In 2020, Dunja Mijatovic, the then Commissioner of the Council of Europe for Human Rights, wrote an opinion piece in which she notes some of the failures of Dayton. She explains how Bosnia’s constitution “provides for a complex and expensive administrative and political system, one that is clogged up by excessive protection of ethnic interests and mechanisms that have enabled nationalist politicians to veto important decisions that could help the country to move forward”. This is, of course, an implicit reference to Republika Srpska as an entity. It is also a nod to how Bosnia’s hopes of joining the European Union could be impeded by its political system. Likewise, Mijatovic notes in a 2020 piece on denial of the Srebrenica genocide that “In some cases, war criminals hold prominent public roles in the Republika Srpska entity of Bosnia and Herzegovina, run for public offices in Serbia or keep an active public life, during which they promote the same abhorrent views and lies that led to so much human suffering.” Daniel McLaughlin, reporting for the Irish Times in July on the thirty-year anniversary of Srebrinica, wrote that “Republika Srpska resists attempts to transfer any of its powers to the state, and its long-time leader, Milorad Dodik, frequently threatens to seek secession for the region rather than allow its deeper integration in the Bosniak-majority country”. Allegations of corruption against Dodik have also raised concerns for Bosnian membership in the E.U.
The Republika Srpska President, his two children, and various companies financing him,
have been placed on U.S. sanctions lists in recent years.

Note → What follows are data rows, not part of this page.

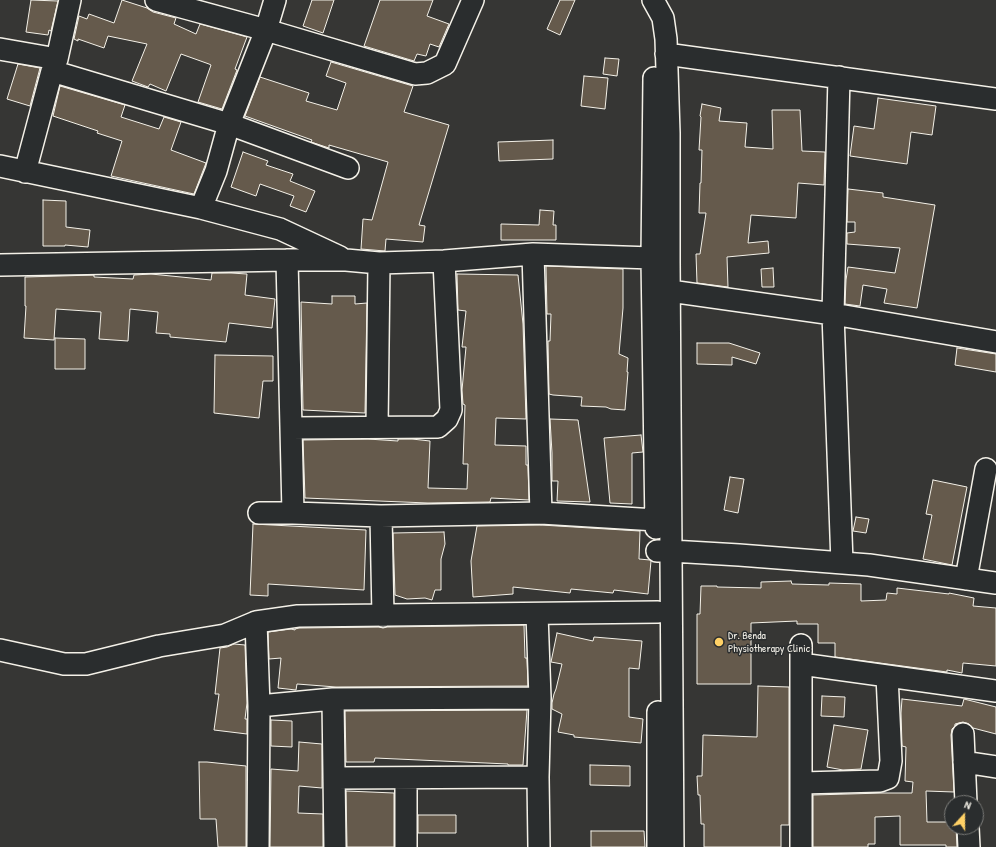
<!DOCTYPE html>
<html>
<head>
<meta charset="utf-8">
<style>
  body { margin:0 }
  #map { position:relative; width:996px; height:847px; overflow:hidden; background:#363634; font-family:"Patrick Hand",sans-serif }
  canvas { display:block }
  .north { position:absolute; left:944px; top:795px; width:40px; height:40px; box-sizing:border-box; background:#2a2d2e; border:1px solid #7b7b78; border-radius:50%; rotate:21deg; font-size:11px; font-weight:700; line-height:16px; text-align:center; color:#f4f1e8 }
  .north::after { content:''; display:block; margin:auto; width:14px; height:18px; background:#ffd166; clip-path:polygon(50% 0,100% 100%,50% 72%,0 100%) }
</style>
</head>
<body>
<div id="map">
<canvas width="996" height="847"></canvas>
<div class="north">N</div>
</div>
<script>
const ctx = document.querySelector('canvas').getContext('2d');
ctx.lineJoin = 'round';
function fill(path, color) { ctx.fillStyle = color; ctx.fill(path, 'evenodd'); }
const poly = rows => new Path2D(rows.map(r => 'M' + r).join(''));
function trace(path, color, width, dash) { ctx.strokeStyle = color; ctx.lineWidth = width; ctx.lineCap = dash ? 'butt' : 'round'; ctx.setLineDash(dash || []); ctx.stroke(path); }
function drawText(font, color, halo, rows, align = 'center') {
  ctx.font = font + ' "Patrick Hand",sans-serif'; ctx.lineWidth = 3; ctx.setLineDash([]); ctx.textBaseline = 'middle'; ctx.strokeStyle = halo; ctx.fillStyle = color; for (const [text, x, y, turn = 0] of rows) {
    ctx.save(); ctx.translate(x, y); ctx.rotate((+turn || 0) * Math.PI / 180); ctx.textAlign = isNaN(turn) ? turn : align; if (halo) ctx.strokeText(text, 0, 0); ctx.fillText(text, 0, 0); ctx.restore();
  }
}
const building = poly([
  [31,0,58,1,51,31,49,30,48,35,26,32,31,0],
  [122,0,147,8,153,12,176,18,174,24,196,34,200,24,247,37,235,69,237,70,222,109,198,102,211,65,209,64,181,54,166,91,150,84,148,87,132,81,147,44,108,36,104,48,78,39,78,41,74,39,79,16,87,19,89,14,114,23,122,0],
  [312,0,334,0,323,33,303,26,312,0],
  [380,0,433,0,427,16,449,24,439,47,430,44,426,56,417,54,414,61,364,46,380,0],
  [560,0,575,0,560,35,547,29,560,0],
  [605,58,619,59,617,76,603,74,605,58],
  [331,62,413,86,404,112,449,125,419,225,425,226,423,242,386,239,385,251,361,249,363,219,372,220,388,162,329,145,329,148,311,142,312,140,245,116,260,77,309,93,306,101,337,110,346,83,326,76,331,62],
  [18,64,40,68,30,106,7,99,18,64],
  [584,76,608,78,605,109,581,106,584,76],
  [60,86,125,105,121,117,159,129,164,117,181,122,171,150,206,163,194,194,111,176,122,141,97,133,98,131,53,116,60,86],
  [878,98,936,106,932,135,911,132,907,164,850,156,854,126,874,129,878,98],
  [702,104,721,108,719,121,747,123,745,147,773,149,772,110,800,110,802,151,825,152,824,185,798,183,796,218,751,215,748,243,768,241,769,253,727,257,728,287,697,283,696,254,700,254,706,213,699,213,700,183,701,183,702,150,699,150,701,117,700,116,702,104],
  [553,140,553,159,499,161,498,142,553,140],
  [243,152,268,161,266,165,293,174,290,181,315,191,306,212,290,206,294,196,260,184,256,196,231,187,243,152],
  [848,189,883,193,883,197,935,205,917,308,884,303,887,289,863,285,860,306,845,304,846,280,848,267,895,273,900,248,847,244,847,233,855,232,855,222,847,222,848,189],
  [43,200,66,201,66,227,90,230,88,247,65,245,65,246,43,246,43,200],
  [540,210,554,211,553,225,556,225,556,240,501,240,501,224,539,225,540,210],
  [546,266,623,269,623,308,619,354,628,358,627,372,628,372,625,410,611,409,606,407,581,406,582,397,553,395,549,394,548,341,550,341,551,314,547,314,546,266],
  [773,268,774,287,762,287,761,269,773,268],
  [212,273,231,273,247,274,245,295,275,299,272,328,229,323,226,342,170,337,170,334,156,333,158,312,130,309,128,341,99,339,101,312,56,309,54,340,24,338,26,306,25,306,25,277,94,275,94,277,133,279,134,275,151,274,211,280,212,273],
  [457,274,518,275,523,324,526,419,496,418,495,445,526,446,526,465,528,465,529,500,491,498,490,502,428,503,305,498,303,440,368,439,398,441,398,439,412,439,430,441,428,488,467,489,468,464,463,464,465,405,463,404,462,390,466,347,462,347,466,311,458,310,457,274],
  [332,296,355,296,355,304,367,303,365,413,303,410,301,302,332,304,332,296],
  [55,338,85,339,85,369,55,369,55,338],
  [697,343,729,343,760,353,756,364,732,357,732,365,697,364,697,343],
  [957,348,996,354,996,372,955,365,957,348],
  [215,355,273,356,273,381,263,381,259,418,214,413,215,355],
  [550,419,578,420,590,502,557,501,558,481,552,481,552,453,550,419],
  [641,435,643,452,632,453,632,504,610,503,604,438,641,435],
  [730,477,744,479,738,513,724,510,730,477],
  [933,480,967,487,952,565,923,559,932,515,926,514,933,480],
  [856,517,869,519,866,533,853,531,856,517],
  [253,524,366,530,364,590,268,584,268,596,250,595,253,524],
  [541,525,640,531,639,559,650,560,651,561,648,594,614,590,613,593,571,589,570,593,513,587,513,594,473,597,471,561,477,526,541,525],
  [444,532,445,544,441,559,441,590,435,590,432,600,425,598,407,599,395,595,393,533,444,532],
  [791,581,792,584,829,585,829,583,861,584,861,601,886,600,887,593,897,594,897,588,949,594,949,593,974,598,973,606,996,608,996,666,963,663,962,673,947,670,947,672,835,657,835,643,818,643,818,624,797,624,797,621,751,623,751,684,697,684,697,614,700,614,701,586,717,586,717,587,761,588,761,582,791,581],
  [524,625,525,658,527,658,528,686,336,687,297,684,296,690,278,688,281,658,269,659,268,632,291,629,295,630,295,629,299,628,379,627,383,628,387,627,524,625],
  [557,633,593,641,594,637,642,641,639,669,629,668,629,717,643,719,641,743,574,737,574,735,558,732,562,714,552,709,552,703,554,694,556,689,562,664,551,662,557,633],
  [234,644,245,645,247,703,245,719,247,719,247,734,214,730,219,694,215,694,220,648,227,647,234,644],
  [758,686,789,687,789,825,781,825,781,847,704,847,704,824,701,824,700,795,698,795,697,776,702,776,703,735,757,737,758,686],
  [822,696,845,697,844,717,821,716,822,696],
  [902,699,962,706,964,699,996,707,996,734,973,728,969,724,963,722,955,724,955,726,952,729,951,735,954,792,926,791,927,822,952,822,952,827,956,827,957,847,946,847,946,845,900,845,900,816,875,817,875,844,868,844,868,847,813,847,813,795,883,793,912,793,913,782,905,781,906,747,902,746,901,713,902,699],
  [527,710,523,765,508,765,508,764,375,758,374,762,346,762,345,711,527,710],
  [271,720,292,721,292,747,271,746,271,720],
  [834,725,868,730,861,769,843,770,827,767,834,725],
  [299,742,322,744,322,788,299,786,298,813,323,814,323,847,270,847,271,769,298,771,299,742],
  [199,762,207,762,246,766,246,847,218,847,216,819,200,819,199,762],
  [590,765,630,766,630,786,590,785,590,765],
  [346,791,394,793,394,847,347,847,346,791],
  [418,815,456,815,456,833,418,833,418,815],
  [591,831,644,831,645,847,591,847,591,831]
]);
fill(building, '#655a4c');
trace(building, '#f4f1e8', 1);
const minor = poly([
  [156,0,266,30,415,74,427,73,445,64,473,0],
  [653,0,663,18,666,39,669,133,669,261,673,847],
  [0,49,57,59],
  [666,54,996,99],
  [52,71,229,124,348,168],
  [839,77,833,314,842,563],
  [654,78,652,258,656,528],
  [0,166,201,208,280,229,340,257],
  [25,172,52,71,57,59,70,0],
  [201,208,216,171,229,124,266,30,275,0],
  [533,254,541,513],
  [287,260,291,428],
  [0,265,287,260,346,260,379,263,444,261,533,254,652,258,665,260],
  [670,291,833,314,996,342],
  [377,427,379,263],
  [259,513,293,513,381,516,541,513,656,520],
  [293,513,291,428,438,427,447,419,451,410,444,261],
  [381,516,383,616],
  [657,551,671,551,739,555,869,565,996,583],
  [966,579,986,469],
  [537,614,540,698,538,777,539,847],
  [0,650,64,664,86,664,159,646,225,635,256,622],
  [801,664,801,645],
  [333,699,335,847],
  [259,706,333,699,540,698],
  [963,734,966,803],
  [964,762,996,767],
  [334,778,538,777],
  [801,783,880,781,888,778,891,761,887,676],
  [968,827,969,847],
  [258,847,259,706,256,622,298,616,658,612],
  [406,847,406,778],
  [658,847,658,712],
  [801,847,801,664,996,691]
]);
trace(minor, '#f4f1e8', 24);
trace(minor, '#2a2d2e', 21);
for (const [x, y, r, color] of [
  [719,642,5,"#ffd166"]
]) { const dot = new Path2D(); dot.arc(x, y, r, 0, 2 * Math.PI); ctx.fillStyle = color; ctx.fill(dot); trace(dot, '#2a2d2e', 1.5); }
drawText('11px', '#f4f1e8', '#2a2d2e', [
  ["Dr. Benda",728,636],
  ["Physiotherapy Clinic",728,649]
], 'left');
</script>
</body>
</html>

With talks of Bosnian membership in the E.U growing, and the European Council opening accession negotiations in March 2024, these issues will only draw more controversy. In May, the Central European Times reported that “Last December, the RS national assembly instructed Serb officials to block all EU-related decisions in national institutions, drawing strong condemnation from the EU Delegation and embassies of the US, UK, Germany, France and Italy, who called the move a “serious threat” to BiH’s constitutional order”. As the E.U. continues to face border issues with Russia as well as issues of Kremlin influence on the likes of Viktor Orban’s Hungary, why would it open the doors to another potential security threat?

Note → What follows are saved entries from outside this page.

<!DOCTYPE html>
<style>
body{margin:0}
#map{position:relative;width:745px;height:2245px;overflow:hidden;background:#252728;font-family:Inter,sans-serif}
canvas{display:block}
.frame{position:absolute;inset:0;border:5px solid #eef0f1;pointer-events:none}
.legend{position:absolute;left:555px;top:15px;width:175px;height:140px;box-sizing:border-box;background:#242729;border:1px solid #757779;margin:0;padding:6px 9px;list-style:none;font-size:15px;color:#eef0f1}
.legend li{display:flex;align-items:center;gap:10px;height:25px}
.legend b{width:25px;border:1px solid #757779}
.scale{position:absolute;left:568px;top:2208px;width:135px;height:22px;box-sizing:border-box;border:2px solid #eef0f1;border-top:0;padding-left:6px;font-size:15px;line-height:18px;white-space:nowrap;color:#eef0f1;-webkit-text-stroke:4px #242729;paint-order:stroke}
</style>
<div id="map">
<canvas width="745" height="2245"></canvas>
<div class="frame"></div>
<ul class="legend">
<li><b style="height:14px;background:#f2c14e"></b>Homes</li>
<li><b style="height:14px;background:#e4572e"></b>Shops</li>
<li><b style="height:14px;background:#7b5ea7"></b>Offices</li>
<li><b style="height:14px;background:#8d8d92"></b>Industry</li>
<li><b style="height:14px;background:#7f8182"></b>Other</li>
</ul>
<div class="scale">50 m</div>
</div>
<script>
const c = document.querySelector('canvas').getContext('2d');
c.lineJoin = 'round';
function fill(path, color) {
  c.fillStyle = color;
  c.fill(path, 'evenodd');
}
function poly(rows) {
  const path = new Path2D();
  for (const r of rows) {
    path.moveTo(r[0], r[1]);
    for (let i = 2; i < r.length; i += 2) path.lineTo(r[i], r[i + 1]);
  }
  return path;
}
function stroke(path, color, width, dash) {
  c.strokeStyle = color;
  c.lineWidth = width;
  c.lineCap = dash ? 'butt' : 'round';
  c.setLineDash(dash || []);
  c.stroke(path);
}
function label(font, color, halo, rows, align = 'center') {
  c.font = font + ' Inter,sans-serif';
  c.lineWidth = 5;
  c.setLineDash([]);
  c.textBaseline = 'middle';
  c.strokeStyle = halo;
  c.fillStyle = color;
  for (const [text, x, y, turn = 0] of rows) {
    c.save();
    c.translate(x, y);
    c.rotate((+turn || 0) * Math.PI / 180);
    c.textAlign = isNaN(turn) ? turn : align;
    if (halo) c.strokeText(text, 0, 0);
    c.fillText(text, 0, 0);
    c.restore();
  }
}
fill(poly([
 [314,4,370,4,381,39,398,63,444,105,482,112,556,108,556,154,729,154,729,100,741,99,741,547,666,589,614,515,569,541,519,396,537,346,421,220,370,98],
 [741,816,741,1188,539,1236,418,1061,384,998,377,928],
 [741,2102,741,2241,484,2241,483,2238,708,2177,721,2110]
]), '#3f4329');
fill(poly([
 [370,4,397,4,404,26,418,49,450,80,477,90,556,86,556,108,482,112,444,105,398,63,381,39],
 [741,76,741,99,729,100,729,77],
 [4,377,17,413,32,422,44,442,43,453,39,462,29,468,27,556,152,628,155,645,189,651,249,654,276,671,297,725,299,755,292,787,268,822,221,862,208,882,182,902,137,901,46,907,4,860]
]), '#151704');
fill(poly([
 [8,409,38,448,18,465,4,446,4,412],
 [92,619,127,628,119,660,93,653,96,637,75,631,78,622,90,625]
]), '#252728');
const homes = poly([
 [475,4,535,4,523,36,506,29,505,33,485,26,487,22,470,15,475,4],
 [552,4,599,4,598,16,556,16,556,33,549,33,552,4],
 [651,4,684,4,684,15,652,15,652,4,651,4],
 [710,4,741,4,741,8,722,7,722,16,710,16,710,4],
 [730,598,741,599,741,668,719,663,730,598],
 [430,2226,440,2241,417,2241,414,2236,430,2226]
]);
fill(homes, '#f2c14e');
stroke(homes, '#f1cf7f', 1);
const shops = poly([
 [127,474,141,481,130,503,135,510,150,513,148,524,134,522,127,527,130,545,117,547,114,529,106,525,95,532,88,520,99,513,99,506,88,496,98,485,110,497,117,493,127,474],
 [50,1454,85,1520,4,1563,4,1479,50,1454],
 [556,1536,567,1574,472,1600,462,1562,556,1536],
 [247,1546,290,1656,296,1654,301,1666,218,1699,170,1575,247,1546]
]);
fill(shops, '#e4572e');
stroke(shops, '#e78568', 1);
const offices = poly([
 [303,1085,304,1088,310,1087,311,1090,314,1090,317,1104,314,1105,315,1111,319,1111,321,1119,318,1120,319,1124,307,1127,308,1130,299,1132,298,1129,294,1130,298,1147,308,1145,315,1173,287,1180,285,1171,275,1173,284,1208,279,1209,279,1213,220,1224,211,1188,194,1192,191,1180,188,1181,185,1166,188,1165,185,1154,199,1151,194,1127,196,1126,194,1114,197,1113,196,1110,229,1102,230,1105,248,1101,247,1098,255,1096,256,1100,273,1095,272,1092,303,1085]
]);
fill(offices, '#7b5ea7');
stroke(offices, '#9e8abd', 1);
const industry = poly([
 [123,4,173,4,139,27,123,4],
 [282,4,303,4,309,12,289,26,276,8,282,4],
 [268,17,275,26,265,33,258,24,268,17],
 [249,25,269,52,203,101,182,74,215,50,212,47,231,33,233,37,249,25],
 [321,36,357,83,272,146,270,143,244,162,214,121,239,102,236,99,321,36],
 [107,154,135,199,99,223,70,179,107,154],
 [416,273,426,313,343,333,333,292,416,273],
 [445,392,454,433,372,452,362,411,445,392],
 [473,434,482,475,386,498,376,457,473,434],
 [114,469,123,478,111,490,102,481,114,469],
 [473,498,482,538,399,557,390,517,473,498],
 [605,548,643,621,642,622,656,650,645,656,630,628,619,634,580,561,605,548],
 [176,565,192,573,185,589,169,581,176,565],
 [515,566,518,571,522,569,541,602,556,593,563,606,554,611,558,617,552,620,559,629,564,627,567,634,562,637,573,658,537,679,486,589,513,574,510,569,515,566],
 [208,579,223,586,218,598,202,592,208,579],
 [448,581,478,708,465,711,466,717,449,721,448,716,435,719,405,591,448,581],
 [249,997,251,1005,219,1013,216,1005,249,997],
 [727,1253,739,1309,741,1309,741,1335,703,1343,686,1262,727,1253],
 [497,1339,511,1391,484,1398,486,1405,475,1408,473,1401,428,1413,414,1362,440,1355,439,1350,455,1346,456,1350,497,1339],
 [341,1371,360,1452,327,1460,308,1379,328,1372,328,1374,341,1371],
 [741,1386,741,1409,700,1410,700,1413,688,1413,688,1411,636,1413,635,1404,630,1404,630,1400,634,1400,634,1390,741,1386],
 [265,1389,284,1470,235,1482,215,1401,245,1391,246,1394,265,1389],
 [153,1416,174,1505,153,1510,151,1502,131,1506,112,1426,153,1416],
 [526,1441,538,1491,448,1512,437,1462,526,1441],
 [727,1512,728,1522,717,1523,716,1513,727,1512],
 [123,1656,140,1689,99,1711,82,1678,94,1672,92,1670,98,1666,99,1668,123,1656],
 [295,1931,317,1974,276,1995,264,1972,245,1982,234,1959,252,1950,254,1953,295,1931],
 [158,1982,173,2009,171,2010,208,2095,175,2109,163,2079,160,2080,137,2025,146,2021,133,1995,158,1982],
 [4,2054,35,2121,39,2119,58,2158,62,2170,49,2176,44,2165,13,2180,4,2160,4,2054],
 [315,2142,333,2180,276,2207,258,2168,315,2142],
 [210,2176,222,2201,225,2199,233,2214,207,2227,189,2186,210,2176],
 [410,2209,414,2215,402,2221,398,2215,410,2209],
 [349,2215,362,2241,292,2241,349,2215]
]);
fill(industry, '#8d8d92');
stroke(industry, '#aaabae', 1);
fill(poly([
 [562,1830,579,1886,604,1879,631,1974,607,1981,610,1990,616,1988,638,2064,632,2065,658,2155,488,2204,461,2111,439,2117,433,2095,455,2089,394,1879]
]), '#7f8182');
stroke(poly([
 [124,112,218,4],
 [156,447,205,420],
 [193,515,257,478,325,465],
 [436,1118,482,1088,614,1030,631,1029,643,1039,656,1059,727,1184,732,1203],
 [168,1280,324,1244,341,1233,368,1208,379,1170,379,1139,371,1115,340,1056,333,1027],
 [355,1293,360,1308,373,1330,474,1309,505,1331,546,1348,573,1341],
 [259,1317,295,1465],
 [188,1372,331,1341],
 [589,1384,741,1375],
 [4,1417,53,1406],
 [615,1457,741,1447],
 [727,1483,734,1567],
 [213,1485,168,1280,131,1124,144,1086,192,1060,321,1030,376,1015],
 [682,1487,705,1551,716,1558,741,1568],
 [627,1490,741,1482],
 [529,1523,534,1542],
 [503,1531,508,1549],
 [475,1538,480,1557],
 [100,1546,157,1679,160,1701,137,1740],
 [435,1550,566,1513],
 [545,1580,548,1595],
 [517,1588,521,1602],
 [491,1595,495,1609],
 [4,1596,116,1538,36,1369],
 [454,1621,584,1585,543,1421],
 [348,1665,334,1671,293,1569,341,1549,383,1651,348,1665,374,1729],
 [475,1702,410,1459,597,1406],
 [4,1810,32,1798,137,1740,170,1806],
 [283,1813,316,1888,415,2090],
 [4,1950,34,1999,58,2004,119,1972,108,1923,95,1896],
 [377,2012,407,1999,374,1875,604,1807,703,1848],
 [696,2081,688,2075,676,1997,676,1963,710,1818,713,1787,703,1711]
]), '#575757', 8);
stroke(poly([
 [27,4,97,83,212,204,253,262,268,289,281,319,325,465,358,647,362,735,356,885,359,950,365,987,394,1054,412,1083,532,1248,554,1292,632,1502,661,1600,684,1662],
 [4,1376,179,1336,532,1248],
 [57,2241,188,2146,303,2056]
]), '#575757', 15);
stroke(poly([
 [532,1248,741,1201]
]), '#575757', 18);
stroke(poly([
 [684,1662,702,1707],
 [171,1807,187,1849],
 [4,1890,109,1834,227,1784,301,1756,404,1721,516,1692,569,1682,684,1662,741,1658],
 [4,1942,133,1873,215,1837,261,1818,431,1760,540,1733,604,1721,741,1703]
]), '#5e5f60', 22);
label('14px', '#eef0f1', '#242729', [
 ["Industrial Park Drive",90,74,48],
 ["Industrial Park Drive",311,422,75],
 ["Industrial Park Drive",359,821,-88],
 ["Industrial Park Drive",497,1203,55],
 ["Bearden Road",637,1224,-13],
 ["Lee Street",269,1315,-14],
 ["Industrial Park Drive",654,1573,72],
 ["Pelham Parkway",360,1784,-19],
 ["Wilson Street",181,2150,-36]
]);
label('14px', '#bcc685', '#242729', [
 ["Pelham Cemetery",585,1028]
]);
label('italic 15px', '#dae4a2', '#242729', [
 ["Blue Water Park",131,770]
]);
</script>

The Dayton Agreement faced the problem of resolving a violent conflict which, to its credit,
it did. However, it did not consider the future implications of the system it created. Diplomacy should not be merely about stopping a conflict but rather enabling it to never return. If Bosnia is ever to join the E.U, it will likely need to reform its constitution which poses the threat of the conflict returning. This is where the U.S and the wider international community must act as a watchdog and work towards Bosnia’s success. Diplomacy may end a war, but can it protect peace and promote progress?